類照は、それまでの白衣ではなく、黒い太極拳服に身を包んでいる。
大学時代は、魔術太極拳部に籍を置いており、その活動で使用していた衣服だ。五年生の夏からは、主将も努めたのだった。
履物は、革靴からアウトドアシューズに変わっている。
歩きながら、木の高さや幹の太さ、木と木の間隔、枝や葉の広がり、といったものを注意深く観察する。
続いて、動いているものに意識を向ける。
リスが、四、五匹、地面や木の枝の上に見受けられた。
新緑の森における動物のなかでは、まず、暗示のセリフにも出てきた、リスに着目せよと、学生の頃から、ずっと教え込まれてきた。
どのくらいの頻度で発見できるか、個体の大きさや色、動き、こちらに興味を示しているか、エサを持っているか――、など。
その途中で、ウサギが、二匹、ぴょんぴょんと飛び跳ねている姿を目にした。
ほほう――。
類照は、好ましく思った。
基本的に、リスを含め、ウサギやハムスターなど、愛玩動物として飼われるような小動物の数は、多ければ多いほどいい。それが、類照の持論だった。
さらに歩いていく。
木の枝のあちこちに、クモの巣が張られているのがわかる。
ヤモリが、一匹、また一匹、続いて二匹と見受けられ、この森での繁殖ぶりが覗える。
その二点が、少々、気がかりなところだった。
だが、三度の施術の後なら、こんなものかな、という所見だ。
左手側に進行方向を変えると、まもなく、ホーホー、という鳥の鳴き声が聞こえてきた。
その声に誘われるようにして歩いていくと、やや開けた場所に出た。
大きな木の枝に、つがいと見られる、二匹のフクロウが止まっていた。
また、地面には、水溜まりができていた。いや、小さな池と捉えるほうが正確かもしれない。水は、灰色に濁っており、よく見ると、大量にヒルが棲息しているのが確認できる。あの、生き物の血を吸うヒルだ。池からは、かすかに嫌な臭いが伝わってくる。
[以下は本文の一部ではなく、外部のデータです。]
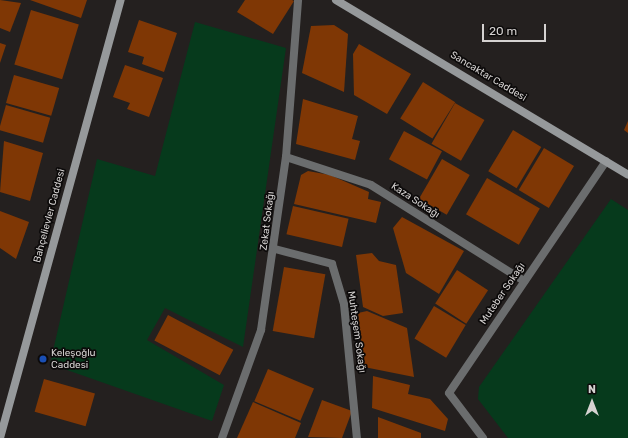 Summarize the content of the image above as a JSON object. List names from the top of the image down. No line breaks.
{"streets":{"main road":["Sancaktar Caddesi","Bahçelievler Caddesi"],"street":["Kaza Sokağı","Zekat Sokağı","Muteber Sokağı","Muhteşem Sokağı"]},"crossings":[["Sancaktar Caddesi","Muteber Sokağı"],["Kaza Sokağı","Zekat Sokağı"],["Kaza Sokağı","Muteber Sokağı"],["Zekat Sokağı","Muhteşem Sokağı"]],"places":["Keleşoğlu Caddesi"],"scale_bar":"20 m","north":"top"} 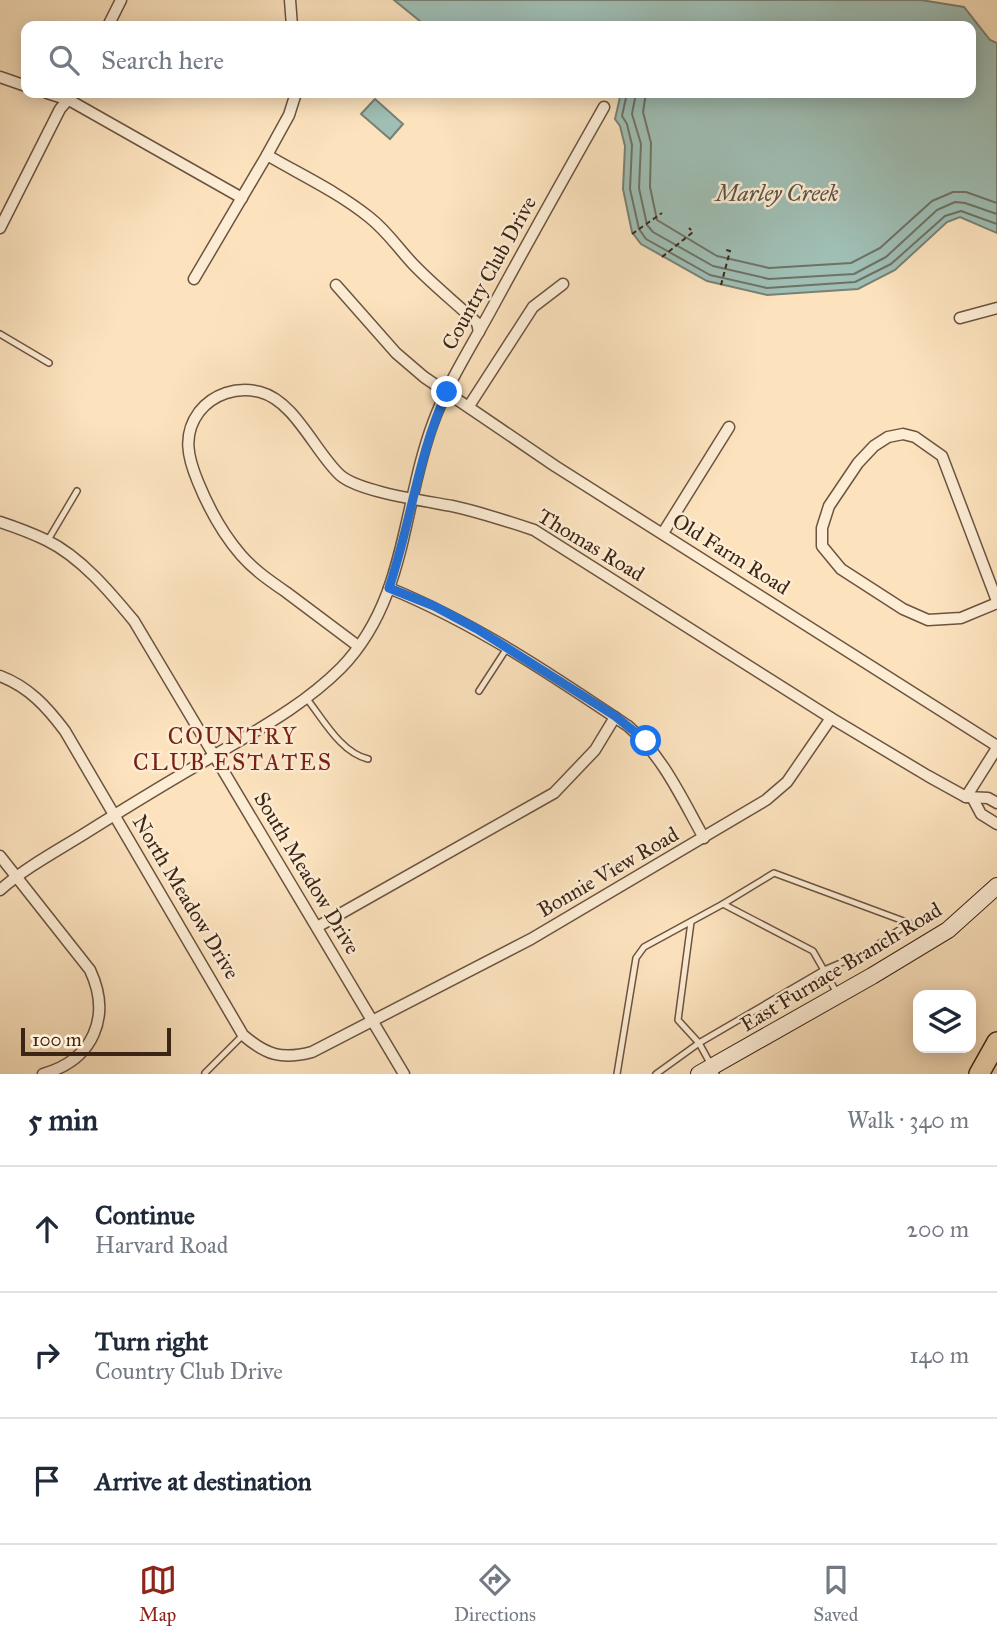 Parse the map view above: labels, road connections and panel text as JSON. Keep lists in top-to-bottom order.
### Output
{
  "streets": {
    "main road": ["East Furnace Branch Road"],
    "street": [
      "Country Club Drive",
      "Thomas Road",
      "Old Farm Road",
      "Bonnie View Road",
      "South Meadow Drive",
      "North Meadow Drive"
    ]
  },
  "crossings": [
    ["Country Club Drive", "Thomas Road"],
    ["Country Club Drive", "Old Farm Road"],
    ["Country Club Drive", "South Meadow Drive"],
    ["Country Club Drive", "North Meadow Drive"],
    ["Thomas Road", "Bonnie View Road"],
    ["Bonnie View Road", "South Meadow Drive"],
    ["Bonnie View Road", "North Meadow Drive"],
    ["South Meadow Drive", "North Meadow Drive"]
  ],
  "districts": ["COUNTRY CLUB ESTATES"],
  "water": ["Marley Creek"],
  "scale_bar": "100 m",
  "page": {
    "search": "Search here",
    "scale": "100 m",
    "heading": ["5 min", "Walk · 340 m"],
    "list": [
      ["Continue", "Harvard Road", "200 m"],
      ["Turn right", "Country Club Drive", "140 m"],
      "Arrive at destination"
    ],
    "nav": ["Map", "Directions", "Saved"]
  }
}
さらに、池の水際には、灰色のネズミが、十匹ほどうろついている。水際を好むところからして、おそらく、ドブネズミだろう。
ここに、フクロウが居合わせている理由は、一目瞭然だ。そのドブネズミたちをエサとして狙っているのだ。
この取り合わせは、いかにもよくない。患者の疾患、つまり、不潔恐怖症の症状を、見事に象徴した光景だといえる。
類照は、池を見下ろした。大元の原因である、汚い池そのものを、丸々、消滅させることに決めた。
もちろん、実世界、すなわち物質世界で、同じことを成そうとしたら、大変な労力を払うことになる。どれだけ優秀な魔術の使い手とはいえ、一人の力では、とても一日では終わらない作業となるだろう。
しかし、患者の内面世界ならば、話がまったく違ってくる。
内面世界と、霊体は、非物質性という点で共通しており、極めて融和性が高い。ちょうど、水に溶ける塩のように。
そのため、強い相互作用が働くのだ。こと、霊体外科医が、非物質性能力である魔術を使用した場合、その威力は、実世界とは比較にならないものとなる。
手のひらからは、火炎放射器のような勢いで炎が出る。
念力を働かせることで、危険な猛獣を金縛りに遭わせるなど朝飯前だ。
空に両手を突き上げるようにして、雨雲を呼び寄せ、森全体に、恵みの雨を降らせることもできる。
やる気になれば、それこそ、空間を歪ませることだって可能かもしれない。
それゆえ、大学時代の臨床実習で、指導役の霊体外科医と共に、患者の内面世界に初めて入り、魔術を駆使した時など、自分が大魔術師になったような気分を味わったものだ。
しかし、強い相互作用が働くというのは、むろんメリットばかりではない。
霊体外科医もまた、患者の内面世界において、人格に影響を受けやすいのだ。
今の状況で、注意すべきものの一つが、足もとの汚い池である。
もしも、予想外の出来事に見舞われ、うっかり、この池に足を突っ込み、腰まで水に浸かるなどの事態におちいったら、どうなるか――。
おそらくは、この池が示していると思われる患者の疾患、つまり、今回の場合は、不潔恐怖症に『感染』してしまうことだろう。なので、自分の衣類に、池の飛沫が付着するのも、可能な限り避けたいところだ。
すなわち、施術においては、大胆さと慎重さの両方が求められるというわけだ。